**PROBLEM REQUIREMENTS:**
From the entries that follow, copy each line in which "border" appears.

**RECORDS SUPPLIED:**

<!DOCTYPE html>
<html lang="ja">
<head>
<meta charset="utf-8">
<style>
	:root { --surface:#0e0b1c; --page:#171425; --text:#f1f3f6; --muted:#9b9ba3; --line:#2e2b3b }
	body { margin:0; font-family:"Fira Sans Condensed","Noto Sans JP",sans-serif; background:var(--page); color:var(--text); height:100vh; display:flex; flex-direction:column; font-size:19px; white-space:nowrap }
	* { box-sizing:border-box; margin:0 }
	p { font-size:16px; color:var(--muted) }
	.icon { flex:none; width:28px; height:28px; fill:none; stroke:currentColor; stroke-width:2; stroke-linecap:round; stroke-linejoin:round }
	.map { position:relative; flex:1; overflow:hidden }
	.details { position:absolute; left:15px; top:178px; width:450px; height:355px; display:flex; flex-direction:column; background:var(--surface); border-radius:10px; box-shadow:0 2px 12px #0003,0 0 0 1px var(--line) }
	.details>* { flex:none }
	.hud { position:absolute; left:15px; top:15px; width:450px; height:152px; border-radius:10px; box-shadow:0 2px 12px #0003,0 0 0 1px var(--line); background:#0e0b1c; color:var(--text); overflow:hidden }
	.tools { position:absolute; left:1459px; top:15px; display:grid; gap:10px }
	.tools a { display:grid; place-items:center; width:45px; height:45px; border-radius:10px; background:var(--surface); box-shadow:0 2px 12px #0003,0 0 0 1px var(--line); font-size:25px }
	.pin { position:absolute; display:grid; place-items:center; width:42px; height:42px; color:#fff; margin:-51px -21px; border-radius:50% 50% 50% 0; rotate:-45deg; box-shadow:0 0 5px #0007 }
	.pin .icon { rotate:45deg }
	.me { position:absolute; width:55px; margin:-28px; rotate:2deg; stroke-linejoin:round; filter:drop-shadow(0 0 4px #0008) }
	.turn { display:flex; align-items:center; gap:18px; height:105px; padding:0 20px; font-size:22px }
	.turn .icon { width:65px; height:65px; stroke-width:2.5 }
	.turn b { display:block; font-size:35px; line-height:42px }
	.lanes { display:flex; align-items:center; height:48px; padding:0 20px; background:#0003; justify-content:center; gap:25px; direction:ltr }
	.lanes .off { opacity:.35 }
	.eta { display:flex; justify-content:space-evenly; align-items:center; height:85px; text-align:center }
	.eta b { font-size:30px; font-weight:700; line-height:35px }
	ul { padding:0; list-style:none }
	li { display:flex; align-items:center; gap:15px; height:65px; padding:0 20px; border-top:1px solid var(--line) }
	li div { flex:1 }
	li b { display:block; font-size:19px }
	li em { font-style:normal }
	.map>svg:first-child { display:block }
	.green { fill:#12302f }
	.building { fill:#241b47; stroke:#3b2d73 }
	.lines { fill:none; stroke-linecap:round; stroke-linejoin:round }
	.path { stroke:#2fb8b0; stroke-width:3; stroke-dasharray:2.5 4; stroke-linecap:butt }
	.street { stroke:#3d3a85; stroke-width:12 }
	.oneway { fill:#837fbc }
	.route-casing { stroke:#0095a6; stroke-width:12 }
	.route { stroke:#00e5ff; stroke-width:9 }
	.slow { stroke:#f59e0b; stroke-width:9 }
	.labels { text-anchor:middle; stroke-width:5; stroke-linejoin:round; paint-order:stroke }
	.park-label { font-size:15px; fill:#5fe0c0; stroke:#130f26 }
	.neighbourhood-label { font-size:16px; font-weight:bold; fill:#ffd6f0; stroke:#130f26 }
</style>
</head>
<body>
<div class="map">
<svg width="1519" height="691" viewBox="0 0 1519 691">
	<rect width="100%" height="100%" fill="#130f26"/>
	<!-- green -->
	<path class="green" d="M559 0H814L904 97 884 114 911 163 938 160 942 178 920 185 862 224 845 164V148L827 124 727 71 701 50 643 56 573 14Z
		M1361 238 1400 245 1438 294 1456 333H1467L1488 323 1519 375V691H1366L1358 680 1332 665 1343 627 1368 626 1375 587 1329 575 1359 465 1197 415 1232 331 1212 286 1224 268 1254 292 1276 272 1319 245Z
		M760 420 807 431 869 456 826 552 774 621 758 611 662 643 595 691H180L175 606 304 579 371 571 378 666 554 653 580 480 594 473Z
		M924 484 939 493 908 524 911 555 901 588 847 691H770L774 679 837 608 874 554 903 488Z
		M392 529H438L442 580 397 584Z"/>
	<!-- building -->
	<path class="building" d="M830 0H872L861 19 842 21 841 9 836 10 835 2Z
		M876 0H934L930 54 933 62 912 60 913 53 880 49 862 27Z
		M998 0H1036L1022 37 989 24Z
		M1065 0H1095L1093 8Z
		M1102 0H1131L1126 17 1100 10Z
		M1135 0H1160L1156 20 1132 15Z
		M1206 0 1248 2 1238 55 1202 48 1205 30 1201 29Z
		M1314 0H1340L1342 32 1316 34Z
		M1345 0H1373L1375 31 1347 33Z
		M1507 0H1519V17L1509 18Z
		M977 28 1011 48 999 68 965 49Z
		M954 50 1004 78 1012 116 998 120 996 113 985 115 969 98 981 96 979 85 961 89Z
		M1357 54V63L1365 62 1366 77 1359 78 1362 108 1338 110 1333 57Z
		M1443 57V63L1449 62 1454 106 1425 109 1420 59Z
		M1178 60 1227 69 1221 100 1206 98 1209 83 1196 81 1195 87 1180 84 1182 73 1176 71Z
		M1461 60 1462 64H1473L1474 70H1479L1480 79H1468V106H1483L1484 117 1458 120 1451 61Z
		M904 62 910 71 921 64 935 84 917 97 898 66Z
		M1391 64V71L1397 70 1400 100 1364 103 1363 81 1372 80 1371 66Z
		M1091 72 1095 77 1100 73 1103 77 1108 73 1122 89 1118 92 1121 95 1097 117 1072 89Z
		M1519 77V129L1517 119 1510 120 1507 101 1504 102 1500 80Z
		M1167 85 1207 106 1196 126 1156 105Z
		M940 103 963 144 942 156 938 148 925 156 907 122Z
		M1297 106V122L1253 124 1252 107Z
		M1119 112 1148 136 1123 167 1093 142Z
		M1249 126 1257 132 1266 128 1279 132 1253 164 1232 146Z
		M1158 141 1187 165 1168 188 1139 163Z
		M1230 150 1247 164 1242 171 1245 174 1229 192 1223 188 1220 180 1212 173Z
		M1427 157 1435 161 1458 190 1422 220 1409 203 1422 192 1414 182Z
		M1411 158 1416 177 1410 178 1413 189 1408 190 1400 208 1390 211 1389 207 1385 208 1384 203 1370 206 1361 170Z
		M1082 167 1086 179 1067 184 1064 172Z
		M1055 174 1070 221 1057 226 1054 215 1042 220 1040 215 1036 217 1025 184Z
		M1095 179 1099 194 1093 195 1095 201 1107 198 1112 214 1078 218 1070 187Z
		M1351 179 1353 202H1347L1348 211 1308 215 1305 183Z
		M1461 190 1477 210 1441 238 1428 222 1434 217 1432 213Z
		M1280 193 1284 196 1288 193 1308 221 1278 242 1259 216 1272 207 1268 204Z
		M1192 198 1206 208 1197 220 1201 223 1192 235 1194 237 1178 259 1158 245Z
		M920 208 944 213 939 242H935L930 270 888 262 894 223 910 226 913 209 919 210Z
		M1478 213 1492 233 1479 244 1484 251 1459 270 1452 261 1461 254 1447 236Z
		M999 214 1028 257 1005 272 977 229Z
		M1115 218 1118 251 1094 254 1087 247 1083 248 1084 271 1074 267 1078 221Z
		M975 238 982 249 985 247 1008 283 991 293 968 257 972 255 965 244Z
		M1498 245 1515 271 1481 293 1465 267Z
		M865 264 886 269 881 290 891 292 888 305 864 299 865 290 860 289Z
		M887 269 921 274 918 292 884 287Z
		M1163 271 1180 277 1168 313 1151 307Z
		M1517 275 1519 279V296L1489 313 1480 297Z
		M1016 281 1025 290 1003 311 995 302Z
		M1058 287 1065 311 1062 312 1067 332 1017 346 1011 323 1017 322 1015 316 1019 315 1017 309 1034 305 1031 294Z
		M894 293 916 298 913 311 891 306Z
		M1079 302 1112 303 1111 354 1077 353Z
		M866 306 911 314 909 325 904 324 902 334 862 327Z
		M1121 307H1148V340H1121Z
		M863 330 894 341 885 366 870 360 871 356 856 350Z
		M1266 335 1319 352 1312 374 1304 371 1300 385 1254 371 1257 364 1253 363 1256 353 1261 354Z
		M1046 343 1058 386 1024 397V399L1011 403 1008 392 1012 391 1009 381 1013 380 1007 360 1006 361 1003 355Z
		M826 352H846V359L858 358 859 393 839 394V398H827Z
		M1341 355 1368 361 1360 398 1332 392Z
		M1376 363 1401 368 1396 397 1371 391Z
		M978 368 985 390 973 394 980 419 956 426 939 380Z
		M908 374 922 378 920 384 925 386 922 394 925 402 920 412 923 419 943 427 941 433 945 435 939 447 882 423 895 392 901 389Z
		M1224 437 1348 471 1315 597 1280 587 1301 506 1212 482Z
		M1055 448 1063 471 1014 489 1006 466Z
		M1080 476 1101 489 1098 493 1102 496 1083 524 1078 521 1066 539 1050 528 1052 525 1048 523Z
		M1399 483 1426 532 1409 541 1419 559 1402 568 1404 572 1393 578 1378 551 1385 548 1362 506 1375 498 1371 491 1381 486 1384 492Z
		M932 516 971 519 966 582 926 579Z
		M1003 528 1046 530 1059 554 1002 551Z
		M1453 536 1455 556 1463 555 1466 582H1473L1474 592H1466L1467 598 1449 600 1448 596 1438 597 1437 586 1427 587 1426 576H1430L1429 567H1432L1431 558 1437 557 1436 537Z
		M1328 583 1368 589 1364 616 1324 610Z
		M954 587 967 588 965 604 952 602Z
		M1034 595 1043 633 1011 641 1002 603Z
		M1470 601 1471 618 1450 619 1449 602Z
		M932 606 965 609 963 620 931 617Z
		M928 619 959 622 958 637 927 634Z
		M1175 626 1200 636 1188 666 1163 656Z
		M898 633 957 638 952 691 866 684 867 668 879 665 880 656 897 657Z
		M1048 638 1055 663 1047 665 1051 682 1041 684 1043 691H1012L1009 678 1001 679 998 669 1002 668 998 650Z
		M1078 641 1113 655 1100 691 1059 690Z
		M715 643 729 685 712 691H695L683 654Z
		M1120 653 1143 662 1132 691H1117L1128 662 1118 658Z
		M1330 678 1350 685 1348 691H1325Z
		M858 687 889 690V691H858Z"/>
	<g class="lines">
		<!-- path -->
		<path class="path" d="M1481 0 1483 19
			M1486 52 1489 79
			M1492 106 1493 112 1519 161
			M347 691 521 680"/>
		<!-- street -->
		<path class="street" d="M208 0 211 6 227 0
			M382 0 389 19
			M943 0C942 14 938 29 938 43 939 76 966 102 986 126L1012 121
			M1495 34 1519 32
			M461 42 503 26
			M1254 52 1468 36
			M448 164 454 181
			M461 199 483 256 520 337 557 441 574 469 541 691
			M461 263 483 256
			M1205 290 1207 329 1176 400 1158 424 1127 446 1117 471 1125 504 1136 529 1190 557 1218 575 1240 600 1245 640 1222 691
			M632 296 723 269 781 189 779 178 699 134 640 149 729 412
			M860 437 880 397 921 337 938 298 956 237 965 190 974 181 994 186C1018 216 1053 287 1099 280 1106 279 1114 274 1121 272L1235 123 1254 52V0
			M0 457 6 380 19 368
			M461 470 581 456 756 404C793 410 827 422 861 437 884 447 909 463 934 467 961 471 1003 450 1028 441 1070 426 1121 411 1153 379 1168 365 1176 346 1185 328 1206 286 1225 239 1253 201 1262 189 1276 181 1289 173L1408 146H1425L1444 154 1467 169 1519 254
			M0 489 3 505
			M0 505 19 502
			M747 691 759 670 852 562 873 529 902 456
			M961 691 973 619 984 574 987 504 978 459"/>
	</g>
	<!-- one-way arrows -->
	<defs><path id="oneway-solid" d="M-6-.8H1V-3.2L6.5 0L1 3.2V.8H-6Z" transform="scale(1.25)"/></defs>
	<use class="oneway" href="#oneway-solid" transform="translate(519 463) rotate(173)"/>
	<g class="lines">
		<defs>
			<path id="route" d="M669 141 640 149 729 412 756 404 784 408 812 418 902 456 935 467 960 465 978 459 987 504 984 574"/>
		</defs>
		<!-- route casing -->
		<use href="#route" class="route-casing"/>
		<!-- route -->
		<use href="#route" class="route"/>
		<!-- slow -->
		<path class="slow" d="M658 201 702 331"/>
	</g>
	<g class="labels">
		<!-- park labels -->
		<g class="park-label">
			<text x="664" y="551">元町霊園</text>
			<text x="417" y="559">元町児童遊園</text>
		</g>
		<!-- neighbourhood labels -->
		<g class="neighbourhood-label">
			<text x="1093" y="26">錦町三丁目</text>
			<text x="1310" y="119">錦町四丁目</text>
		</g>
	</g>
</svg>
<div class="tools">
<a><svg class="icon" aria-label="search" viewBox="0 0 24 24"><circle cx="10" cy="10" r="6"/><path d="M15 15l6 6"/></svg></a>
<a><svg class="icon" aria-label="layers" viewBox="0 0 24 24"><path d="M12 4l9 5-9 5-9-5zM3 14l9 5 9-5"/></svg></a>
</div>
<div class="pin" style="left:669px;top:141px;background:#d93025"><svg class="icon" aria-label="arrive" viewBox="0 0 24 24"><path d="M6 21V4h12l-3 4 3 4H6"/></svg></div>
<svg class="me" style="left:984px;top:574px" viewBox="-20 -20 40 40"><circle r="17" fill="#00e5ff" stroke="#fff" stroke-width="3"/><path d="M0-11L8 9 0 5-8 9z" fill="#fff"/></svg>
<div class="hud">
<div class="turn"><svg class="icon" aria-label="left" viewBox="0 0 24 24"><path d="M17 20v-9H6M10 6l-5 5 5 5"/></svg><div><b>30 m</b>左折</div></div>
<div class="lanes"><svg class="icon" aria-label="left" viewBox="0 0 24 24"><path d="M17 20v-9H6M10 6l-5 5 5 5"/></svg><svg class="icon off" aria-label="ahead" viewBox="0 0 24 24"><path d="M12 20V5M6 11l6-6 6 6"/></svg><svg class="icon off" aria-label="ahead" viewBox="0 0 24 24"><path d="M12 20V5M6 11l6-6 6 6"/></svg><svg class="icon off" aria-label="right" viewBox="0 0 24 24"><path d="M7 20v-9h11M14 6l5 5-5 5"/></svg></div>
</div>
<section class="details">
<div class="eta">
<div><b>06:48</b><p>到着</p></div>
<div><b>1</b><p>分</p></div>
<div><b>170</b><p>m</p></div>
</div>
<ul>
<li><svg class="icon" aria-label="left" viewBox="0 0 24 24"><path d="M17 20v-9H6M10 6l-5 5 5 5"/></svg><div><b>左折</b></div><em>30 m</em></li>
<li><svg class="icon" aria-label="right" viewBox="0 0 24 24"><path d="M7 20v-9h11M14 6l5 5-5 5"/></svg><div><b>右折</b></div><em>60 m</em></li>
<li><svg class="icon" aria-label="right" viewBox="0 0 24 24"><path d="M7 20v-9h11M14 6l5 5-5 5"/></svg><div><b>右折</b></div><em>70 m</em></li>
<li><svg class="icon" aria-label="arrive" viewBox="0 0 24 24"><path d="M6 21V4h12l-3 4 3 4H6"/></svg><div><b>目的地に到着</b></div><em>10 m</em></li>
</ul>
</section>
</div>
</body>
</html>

**EXPECTED OUTPUT:**
	* { box-sizing:border-box; margin:0 }
	.details { position:absolute; left:15px; top:178px; width:450px; height:355px; display:flex; flex-direction:column; background:var(--surface); border-radius:10px; box-shadow:0 2px 12px #0003,0 0 0 1px var(--line) }
	.hud { position:absolute; left:15px; top:15px; width:450px; height:152px; border-radius:10px; box-shadow:0 2px 12px #0003,0 0 0 1px var(--line); background:#0e0b1c; color:var(--text); overflow:hidden }
	.tools a { display:grid; place-items:center; width:45px; height:45px; border-radius:10px; background:var(--surface); box-shadow:0 2px 12px #0003,0 0 0 1px var(--line); font-size:25px }
	.pin { position:absolute; display:grid; place-items:center; width:42px; height:42px; color:#fff; margin:-51px -21px; border-radius:50% 50% 50% 0; rotate:-45deg; box-shadow:0 0 5px #0007 }
	li { display:flex; align-items:center; gap:15px; height:65px; padding:0 20px; border-top:1px solid var(--line) }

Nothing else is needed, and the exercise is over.